ServerType standalone

ServerRoot /etc/apache

#ServerName localhost

#LockFile /etc/httpd/httpd.lock

PidFile /var/run/apache.pid

ScoreBoardFile /etc/apache/apache.scoreboard

ErrorLog logs/error_log

LogLevel warn

ResourceConfig /dev/null

AccessConfig /dev/null

DocumentRoot /home/httpd/htdocs

### Dynamic Shared Object (DSO) Support

### 

###

LoadModule mmap_static_module modules/mod_mmap_static.so

LoadModule env_module         modules/mod_env.so

LoadModule config_log_module  modules/mod_log_config.so

LoadModule agent_log_module   modules/mod_log_agent.so

LoadModule referer_log_module modules/mod_log_referer.so

LoadModule mime_magic_module  modules/mod_mime_magic.so

LoadModule mime_module        modules/mod_mime.so

LoadModule negotiation_module modules/mod_negotiation.so

LoadModule status_module      modules/mod_status.so

LoadModule info_module        modules/mod_info.so

LoadModule includes_module    modules/mod_include.so

LoadModule autoindex_module   modules/mod_autoindex.so

LoadModule dir_module         modules/mod_dir.so

LoadModule cgi_module         modules/mod_cgi.so

LoadModule asis_module        modules/mod_asis.so

LoadModule imap_module        modules/mod_imap.so

LoadModule action_module      modules/mod_actions.so

LoadModule speling_module     modules/mod_speling.so

LoadModule userdir_module     modules/mod_userdir.so

LoadModule proxy_module       modules/libproxy.so

LoadModule alias_module       modules/mod_alias.so

LoadModule rewrite_module     modules/mod_rewrite.so

LoadModule access_module      modules/mod_access.so

LoadModule auth_module        modules/mod_auth.so

LoadModule anon_auth_module   modules/mod_auth_anon.so

LoadModule dbm_auth_module    modules/mod_auth_dbm.so

LoadModule db_auth_module     modules/mod_auth_db.so

LoadModule digest_module      modules/mod_digest.so

LoadModule cern_meta_module   modules/mod_cern_meta.so

LoadModule expires_module     modules/mod_expires.so

LoadModule headers_module     modules/mod_headers.so

LoadModule usertrack_module   modules/mod_usertrack.so

LoadModule example_module     modules/mod_example.so

LoadModule unique_id_module   modules/mod_unique_id.so

LoadModule setenvif_module    modules/mod_setenvif.so

LoadModule vhost_alias_module   modules/mod_vhost_alias.so

<IfDefine SSL>

LoadModule ssl_module    extramodules/libssl.so

</IfDefine>

<IfDefine PHP4>

LoadModule php4_module    extramodules/libphp4.so

</IfDefine>

#  Reconstruction of the complete module list from all available modules

#  (static and shared ones) to achieve correct module execution order.

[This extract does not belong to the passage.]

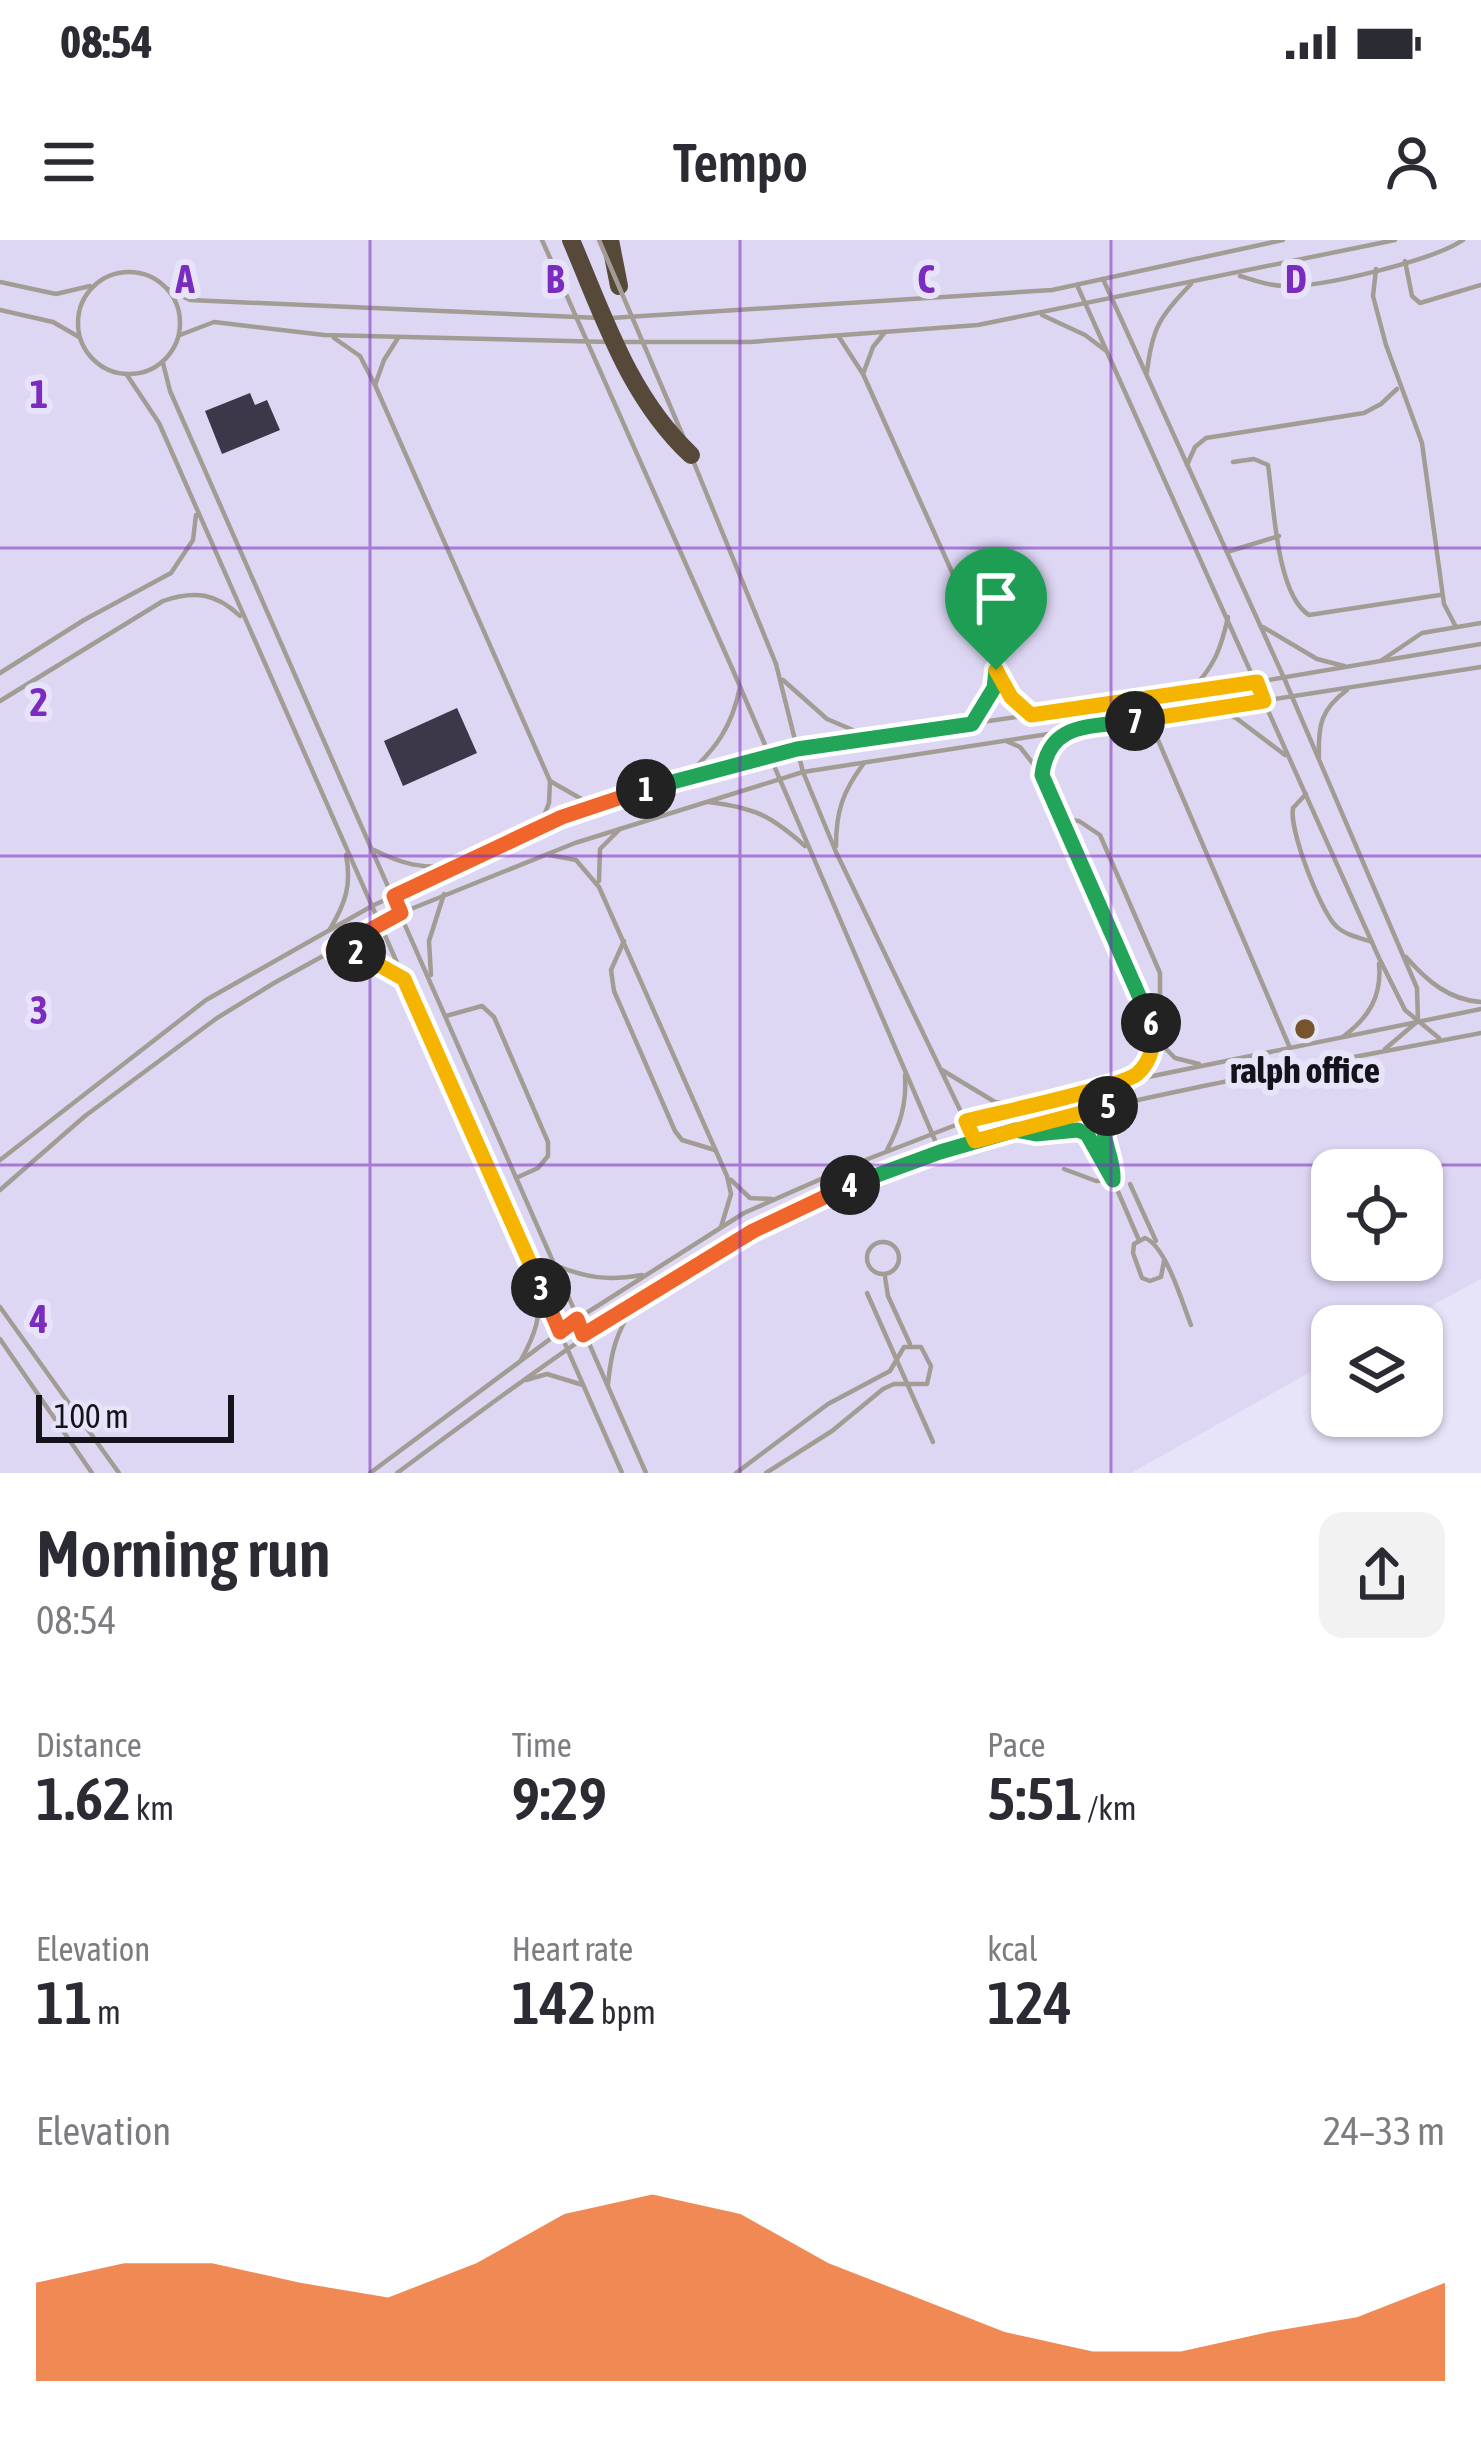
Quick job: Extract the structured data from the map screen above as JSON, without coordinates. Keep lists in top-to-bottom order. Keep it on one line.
{"places":["ralph office"],"scale_bar":"100 m","page":{"status":"08:54","header":"Tempo","pins":["7","1","2","6","5","4","3"],"scale":"100 m","heading":["Morning run","08:54"],"stats":[["Distance","1.62 km"],["Time","9:29"],["Pace","5:51 /km"],["Elevation","11 m"],["Heart rate","142 bpm"],["kcal","124"]],"chart":["Elevation","24–33 m"]},"grid":{"columns":["A","B","C","D"],"rows":["1","2","3","4"]}}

#  [WHENEVER YOU CHANGE THE LOADMODULE SECTION ABOVE UPDATE THIS, TOO]

ClearModuleList

AddModule mod_mmap_static.c

AddModule mod_env.c

AddModule mod_log_config.c

AddModule mod_log_agent.c

AddModule mod_log_referer.c

AddModule mod_mime_magic.c

AddModule mod_mime.c

AddModule mod_negotiation.c

AddModule mod_status.c

AddModule mod_info.c

AddModule mod_include.c

AddModule mod_autoindex.c

AddModule mod_dir.c

AddModule mod_cgi.c

AddModule mod_asis.c

AddModule mod_imap.c

AddModule mod_actions.c

AddModule mod_speling.c

AddModule mod_userdir.c

AddModule mod_proxy.c

AddModule mod_alias.c

AddModule mod_rewrite.c

AddModule mod_access.c

AddModule mod_auth.c

AddModule mod_auth_anon.c

AddModule mod_auth_dbm.c

AddModule mod_auth_db.c

AddModule mod_digest.c

AddModule mod_cern_meta.c

AddModule mod_expires.c

AddModule mod_headers.c

AddModule mod_usertrack.c

AddModule mod_example.c

AddModule mod_unique_id.c

AddModule mod_so.c

AddModule mod_setenvif.c

AddModule mod_vhost_alias.c

<IfDefine SSL>

AddModule mod_ssl.c

</IfDefine>

<IfDefine PHP4>

AddModule mod_php4.c

</IfDefine>

###

### Global Configuration

###

# Splitting up apache.conf into two files makes it possible to support

# multiple configurations on the same serer.  In commonapache.conf

# you keep directives that apply to all implementations and in this

# file you keep server-specific directives.  While we don't yet have

# multiple configurations out-of-the-box, this allows us to do that

# in the future easily.

Include conf/commonapache.conf

###

### IP Address/Port

###

#BindAddress *

Port 5121

Listen 5121

###

### Log configuration Section

###

# Single logfile with access, agent and referer information

# This is the default, if vlogs are not defined for the main server

CustomLog logs/access_log combined env=!VLOG

# If VLOG is defined in conf/vhosts/Vhosts.conf, we use this entry

#CustomLog "|/usr/sbin/apachesplitlogfile" vhost env=VLOG

###

### Virtual Hosts 

###

# We include different templates for Virtual Hosting. Have a look in the 

# vhosts directory and modify to suit your needs.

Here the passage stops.